[Collected data entries]
• • • • • • •
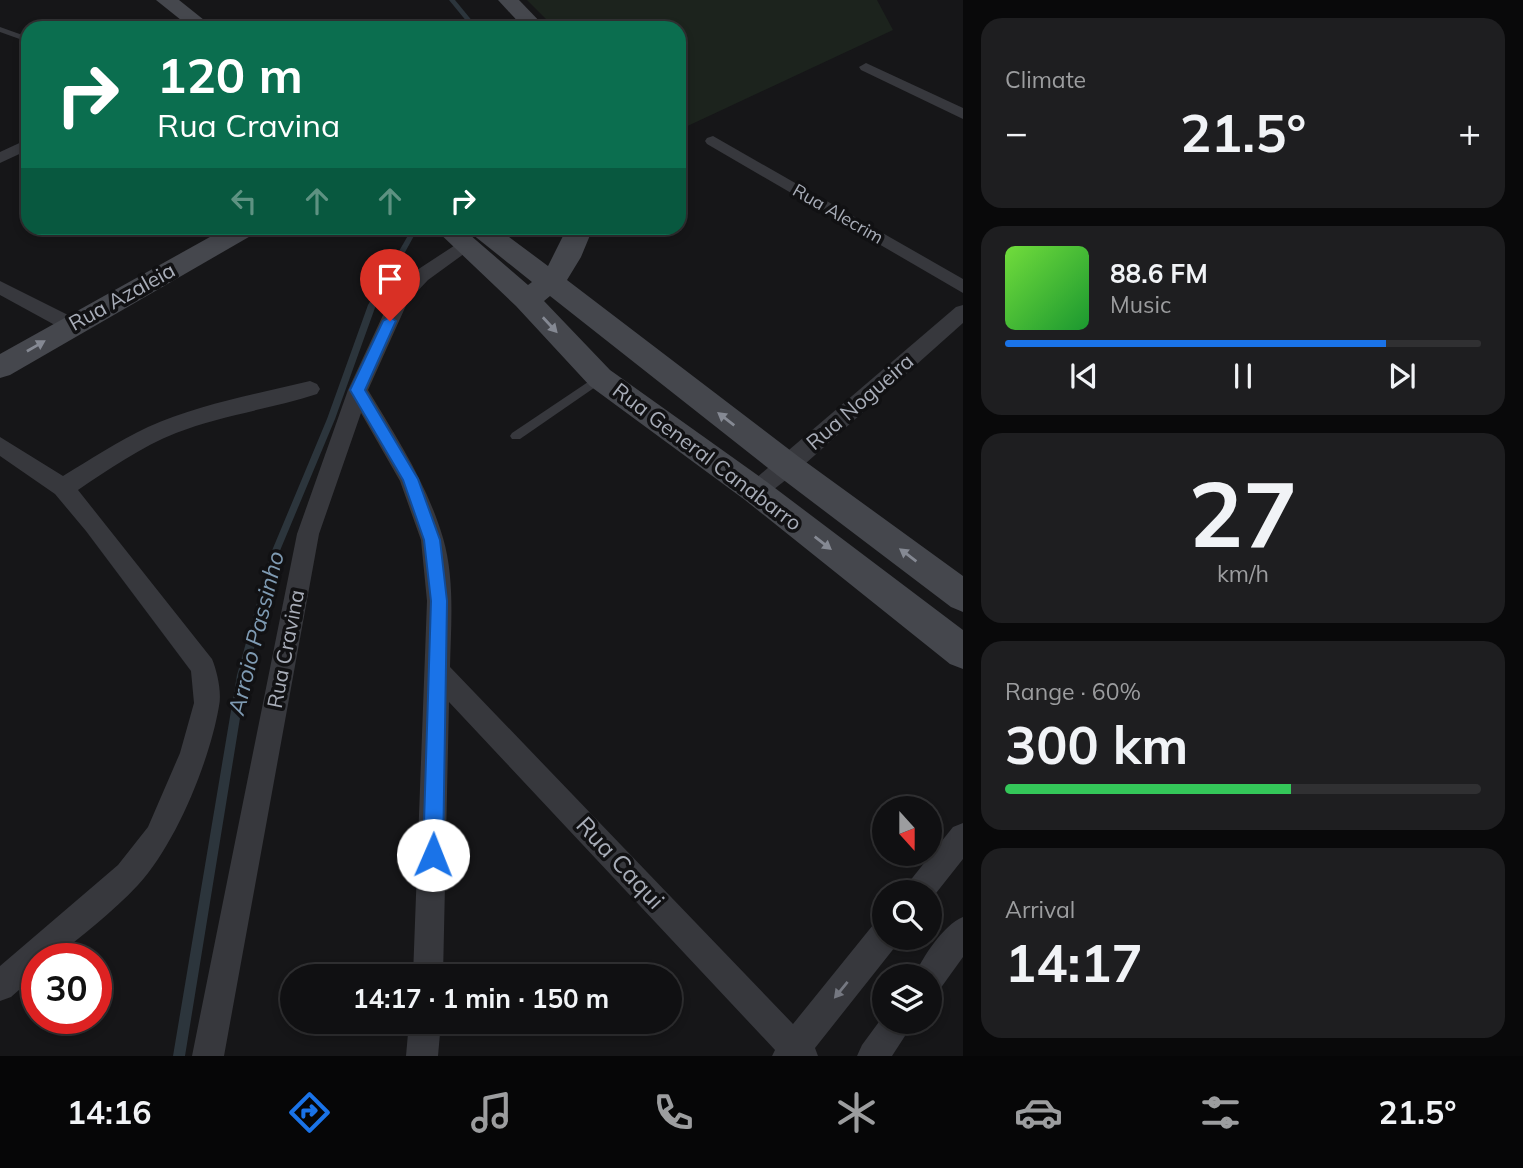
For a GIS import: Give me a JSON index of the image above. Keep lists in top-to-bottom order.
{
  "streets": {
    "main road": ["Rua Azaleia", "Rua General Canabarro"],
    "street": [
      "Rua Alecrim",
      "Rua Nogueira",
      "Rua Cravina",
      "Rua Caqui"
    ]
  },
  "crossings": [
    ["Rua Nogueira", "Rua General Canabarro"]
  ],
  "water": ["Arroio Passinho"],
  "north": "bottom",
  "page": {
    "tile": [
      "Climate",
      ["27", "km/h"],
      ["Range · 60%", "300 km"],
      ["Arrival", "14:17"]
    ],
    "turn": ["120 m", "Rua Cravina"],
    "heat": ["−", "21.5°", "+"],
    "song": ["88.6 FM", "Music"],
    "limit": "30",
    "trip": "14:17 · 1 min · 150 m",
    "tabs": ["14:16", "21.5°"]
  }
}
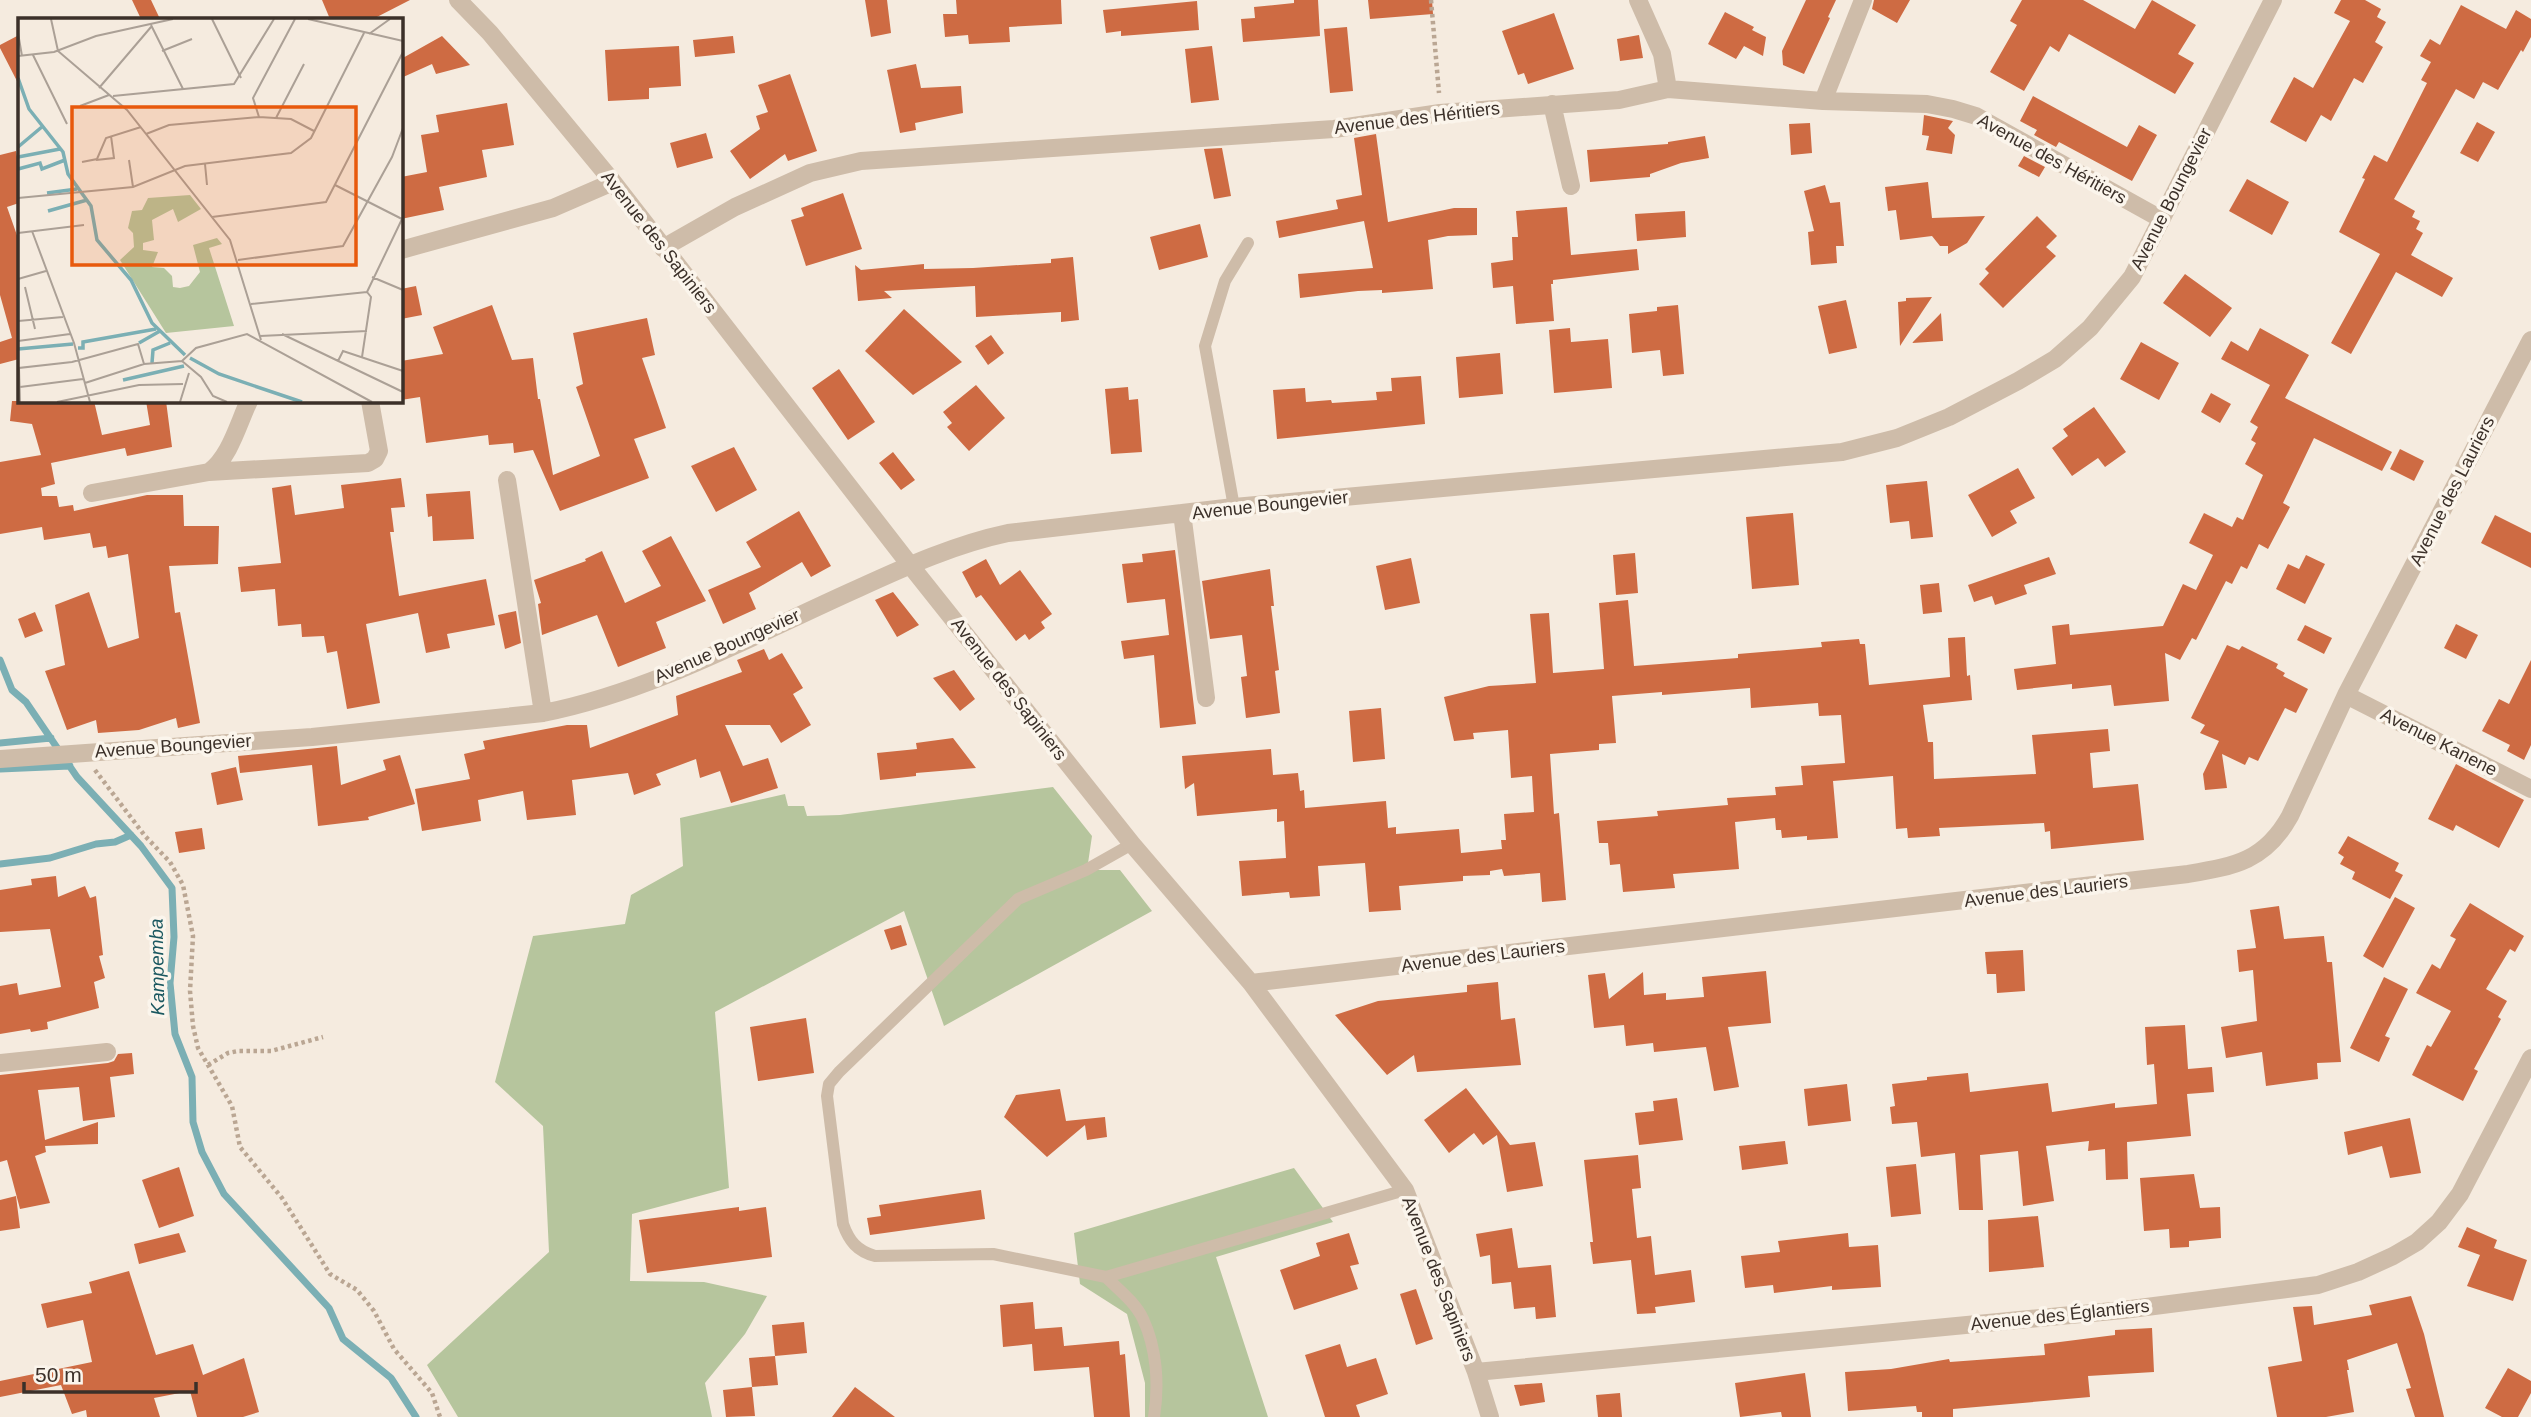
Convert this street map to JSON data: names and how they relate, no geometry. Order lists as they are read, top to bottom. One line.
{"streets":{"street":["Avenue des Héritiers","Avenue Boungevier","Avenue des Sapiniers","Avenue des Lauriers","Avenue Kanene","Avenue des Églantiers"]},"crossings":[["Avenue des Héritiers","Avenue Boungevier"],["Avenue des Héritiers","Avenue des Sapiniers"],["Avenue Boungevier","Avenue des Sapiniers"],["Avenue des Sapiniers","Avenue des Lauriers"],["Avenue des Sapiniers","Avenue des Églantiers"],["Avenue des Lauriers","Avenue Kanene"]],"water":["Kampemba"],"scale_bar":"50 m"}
• • • • • • •
EXERCISE |
Could you print all of the entries above exactly as written, minus the pictures?

SOLUTION TO THIS PROBLEM |
For a GIS import: Give me a JSON index of the image above. Keep lists in top-to-bottom order.
{
  "streets": {
    "main road": ["Rua Azaleia", "Rua General Canabarro"],
    "street": [
      "Rua Alecrim",
      "Rua Nogueira",
      "Rua Cravina",
      "Rua Caqui"
    ]
  },
  "crossings": [
    ["Rua Nogueira", "Rua General Canabarro"]
  ],
  "water": ["Arroio Passinho"],
  "north": "bottom",
  "page": {
    "tile": [
      "Climate",
      ["27", "km/h"],
      ["Range · 60%", "300 km"],
      ["Arrival", "14:17"]
    ],
    "turn": ["120 m", "Rua Cravina"],
    "heat": ["−", "21.5°", "+"],
    "song": ["88.6 FM", "Music"],
    "limit": "30",
    "trip": "14:17 · 1 min · 150 m",
    "tabs": ["14:16", "21.5°"]
  }
}
Convert this street map to JSON data: names and how they relate, no geometry. Order lists as they are read, top to bottom. One line.
{"streets":{"street":["Avenue des Héritiers","Avenue Boungevier","Avenue des Sapiniers","Avenue des Lauriers","Avenue Kanene","Avenue des Églantiers"]},"crossings":[["Avenue des Héritiers","Avenue Boungevier"],["Avenue des Héritiers","Avenue des Sapiniers"],["Avenue Boungevier","Avenue des Sapiniers"],["Avenue des Sapiniers","Avenue des Lauriers"],["Avenue des Sapiniers","Avenue des Églantiers"],["Avenue des Lauriers","Avenue Kanene"]],"water":["Kampemba"],"scale_bar":"50 m"}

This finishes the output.